The rate of serious disciplinary actions in Kentucky was 8 times higher than in 51st-ranked D.C. Kentucky averaged 2.29 serious disciplinary actions per 1,000 physicians per year, while the District of Columbia had only 0.29 serious disciplinary actions per 1,000 physicians. New Hampshire, Georgia, and South Dakota were only marginally better.

The report is based on information from the National Practitioner Data Bank (NPDB), a national flagging system that also includes information on hospital actions and medical malpractice payments, between 2017 and 2019, the years with the most up-to-date information.

California, the state with the largest number of physicians, also had a low discipline rate, ranking 33rd of the 50 states and D.C, with only 0.85. With 149,206 licensed physicians in California in 2018, a total of 215 more serious disciplinary actions a year would have been taken by the California Medical Board were its rate as high as Kentucky’s serious actions per 1,000 physicians.
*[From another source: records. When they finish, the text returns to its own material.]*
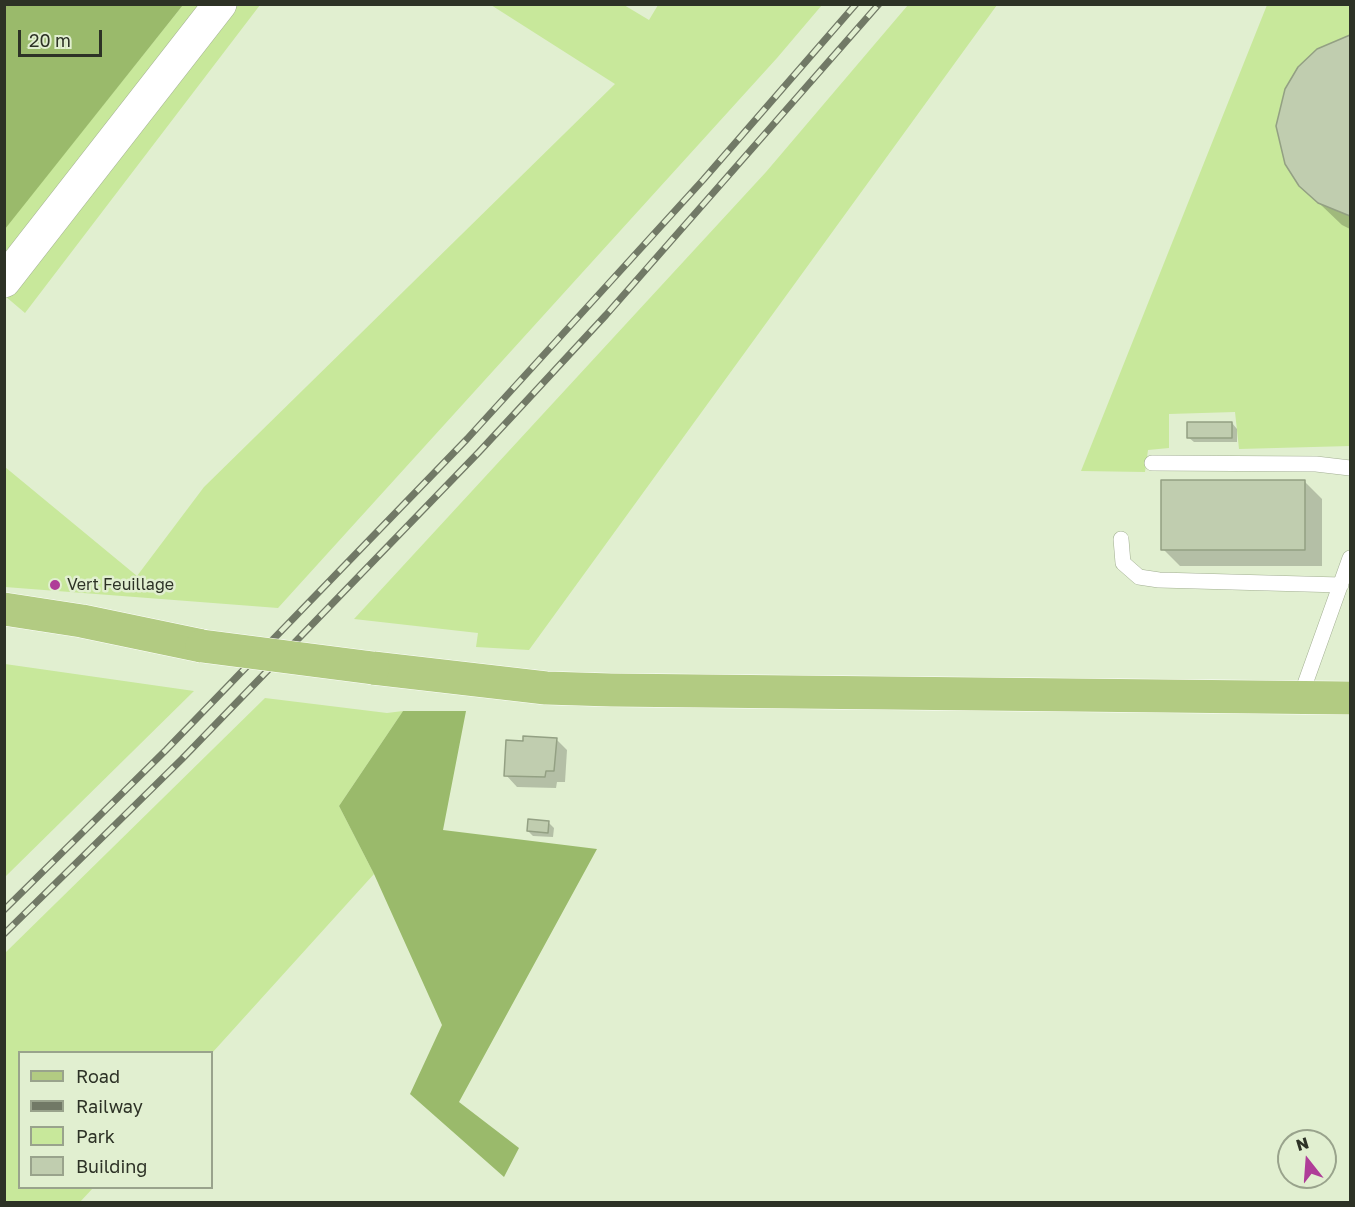 <!DOCTYPE html>
<html>
<head>
<meta charset="utf-8">
<style>
	body { margin:0 }
	#map { position:relative; width:1355px; height:1207px; overflow:hidden; background:#e1efd0; font-family:"Golos Text",sans-serif }
	canvas { display:block }
	.frame { position:absolute; inset:0; border:6px solid #2d3226; pointer-events:none }
	.legend { position:absolute; left:18px; top:1051px; width:195px; height:138px; box-sizing:border-box; background:#e1efd0; border:2px solid #99a38c; margin:0; padding:8px 10px; list-style:none; font-size:18px; color:#2d3226 }
	.legend li { display:flex; align-items:center; gap:12px; height:30px }
	.legend b { width:30px; border:2px solid #99a38c }
	.north { position:absolute; left:1277px; top:1129px; width:60px; height:60px; box-sizing:border-box; background:#e1efd0; border:2px solid #99a38c; border-radius:50%; rotate:343deg; font-size:16px; font-weight:700; line-height:24px; text-align:center; color:#2d3226 }
	.north::after { content:''; display:block; margin:auto; width:21px; height:27px; background:#af3d98; clip-path:polygon(50% 0,100% 100%,50% 72%,0 100%) }
	.scale { position:absolute; left:18px; top:30px; width:84px; height:27px; box-sizing:border-box; border:3px solid #2d3226; border-top:0; padding-left:8px; font-size:18px; line-height:21px; white-space:nowrap; color:#2d3226; -webkit-text-stroke:4px #e1efd0; paint-order:stroke }
</style>
</head>
<body>
<div id="map">
<canvas width="1355" height="1207"></canvas>
<div class="frame"></div>
<ul class="legend">
<li><b style="height:8px;background:#b2cb82"></b>Road</li>
<li><b style="height:8px;background:#717966"></b>Railway</li>
<li><b style="height:16px;background:#c8e89b"></b>Park</li>
<li><b style="height:16px;background:#c0cdaf"></b>Building</li>
</ul>
<div class="north">N</div>
<div class="scale">20 m</div>
</div>
<script>
const g = document.querySelector('canvas').getContext('2d');
g.lineJoin = 'round';
function fillPath(path, color) { g.fillStyle = color; g.fill(path, 'evenodd'); }
const shape = rows => new Path2D(rows.map(r => 'M' + r).join(''));
function strokePath(path, color, width, dash) { g.strokeStyle = color; g.lineWidth = width; g.lineCap = dash ? 'butt' : 'round'; g.setLineDash(dash || []); g.stroke(path); }
function drawText(font, color, halo, rows, align = 'center') {
  g.font = font + ' "Golos Text",sans-serif'; g.lineWidth = 5; g.setLineDash([]); g.textBaseline = 'middle'; g.strokeStyle = halo; g.fillStyle = color; for (const [text, x, y, turn = 0] of rows) {
    g.save(); g.translate(x, y); g.rotate((+turn || 0) * Math.PI / 180); g.textAlign = isNaN(turn) ? turn : align; if (halo) g.strokeText(text, 0, 0); g.fillText(text, 0, 0); g.restore();
  }
}
const green = shape([
	[183,5,260,5,25,313,5,296,4,229],
	[491,5,624,5,649,20,658,5,822,5,777,58,278,608,5,587,5,467,137,576,204,487,615,84],
	[908,5,997,5,529,650,476,647,478,633,354,619,766,172],
	[1267,5,1350,5,1350,446,1239,449,1235,412,1169,414,1169,448,1148,450,1145,472,1081,471],
	[5,664,194,691,5,877,4,664],
	[265,698,387,713,403,711,339,806,374,874,212,1053,20,1052,20,1188,93,1188,80,1202,5,1202,5,953]
]);
const forest = shape([
	[5,4,183,5,5,229,4,5],
	[403,711,466,711,443,830,597,849,459,1102,519,1148,504,1177,410,1094,442,1025,374,874,339,806]
]);
const shadow = shape([
	[1350,37,1350,229,1342,225,1300,185,1282,152,1279,114,1292,78,1318,50],
	[1232,423,1237,429,1237,442,1194,442,1188,437],
	[1305,482,1322,499,1322,566,1180,566,1163,549],
	[556,739,567,750,565,782,557,782,556,788,517,787,506,775,524,743],
	[548,822,554,828,553,837,533,836,528,831]
]);
const building = shape([
	[1350,35,1350,216,1318,203,1299,186,1285,164,1276,126,1285,89,1298,67,1317,49,1350,35],
	[1187,422,1232,422,1232,438,1187,438,1187,422],
	[1161,480,1305,480,1305,550,1161,550,1161,480],
	[523,736,557,738,554,771,546,771,545,777,504,776,506,740,523,741,523,736],
	[528,819,549,821,548,833,527,831,528,819]
]);
const service = shape([
	[1152,463,1316,464,1350,468],
	[1121,539,1123,563,1139,577,1159,580,1341,585],
	[1300,698,1350,558]
]);
const tertiary = shape([
	[4,281,220,4]
]);
const primary = shape([
	[4,609,82,621,202,646],
	[373,668,546,688,611,690,1350,698]
]);
const rail = shape([
	[4,910,166,750,467,439,703,180,856,4],
	[4,934,182,759,479,452,606,315,879,4]
]);
const primaryBridge = shape([
	[202,646,373,668]
]);
const markers = [
	[55,585,6,"#af3d98"]
];
const poiNames = [
	["Vert Feuillage",67,585]
];
fillPath(green, '#c8e89b');
fillPath(forest, '#9aba6b');
fillPath(shadow, '#0003');
fillPath(building, '#c0cdaf');
strokePath(building, '#93a083', 1.5);
strokePath(service, '#a2af92', 16);
strokePath(tertiary, '#a2af92', 34);
strokePath(primary, '#fff', 34);
strokePath(service, '#fff', 15);
strokePath(tertiary, '#fff', 33);
strokePath(primary, '#b2cb82', 33);
strokePath(rail, '#717966', 7);
strokePath(rail, '#e1efd0', 4.5, [14]);
strokePath(primaryBridge, '#fff', 34, []);
strokePath(primaryBridge, '#b2cb82', 33);
for (const [x, y, r, color] of markers) { const dot = new Path2D(); dot.arc(x, y, r, 0, 2 * Math.PI); g.fillStyle = color; g.fill(dot); strokePath(dot, '#e1efd0', 2); }
drawText('16px', '#2d3226', '#e1efd0', poiNames, 'left');
</script>
</body>
</html>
“If all states improved their rates of serious disciplinary actions to equal Kentucky’s, there would be more than twice as many such actions nationally per year, approximately 3,000 instead 1,466,” said Sidney Wolfe M.D., founder, and senior advisor of Public Citizen’s Health Research Group. “Such improvements in medical board performance would reduce the health risk to thousands of patients currently being injured by the minority of physicians who should not be practicing or should have their practices restricted but are still fully licensed because of inadequate discipline by state medical boards.”

Public Citizen contends that medical boards should be required by law to use the data in NPDB when initially licensing and renewing all physicians’ licenses. Additionally, doctor-specific NPDB background information should be made available to the public.